*Exercise:* The data below should be restated word for word, pictures omitted.
********
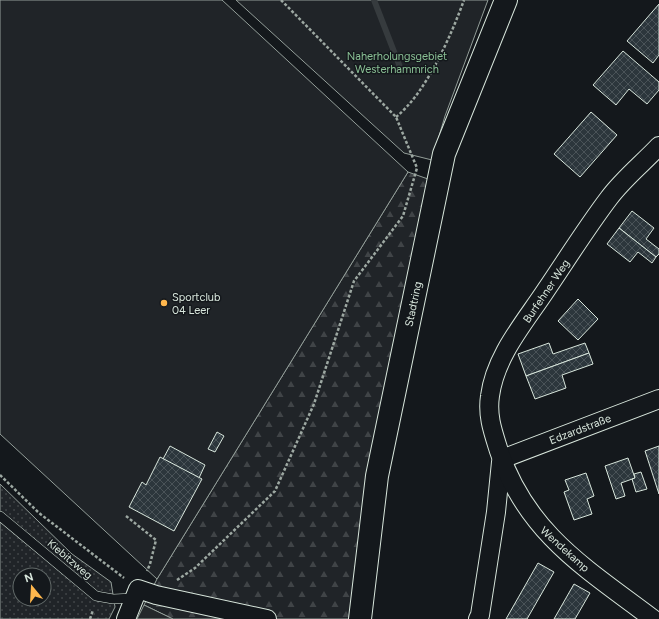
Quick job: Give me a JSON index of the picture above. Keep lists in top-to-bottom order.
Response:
{
  "streets": {
    "highway": ["Stadtring"],
    "street": ["Burfehner Weg", "Edzardstraße", "Wendekamp"],
    "lane": ["Kiebitzweg"]
  },
  "crossings": [
    ["Burfehner Weg", "Edzardstraße"],
    ["Burfehner Weg", "Wendekamp"],
    ["Edzardstraße", "Wendekamp"]
  ],
  "parks": ["Naherholungsgebiet Westerhammrich"],
  "places": ["Sportclub 04 Leer"],
  "north": "top"
}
********
*Result for this exercise:*
Quick job: Give me a JSON index of the picture above. Keep lists in top-to-bottom order.
Response:
{
  "streets": {
    "highway": ["Stadtring"],
    "street": ["Burfehner Weg", "Edzardstraße", "Wendekamp"],
    "lane": ["Kiebitzweg"]
  },
  "crossings": [
    ["Burfehner Weg", "Edzardstraße"],
    ["Burfehner Weg", "Wendekamp"],
    ["Edzardstraße", "Wendekamp"]
  ],
  "parks": ["Naherholungsgebiet Westerhammrich"],
  "places": ["Sportclub 04 Leer"],
  "north": "top"
}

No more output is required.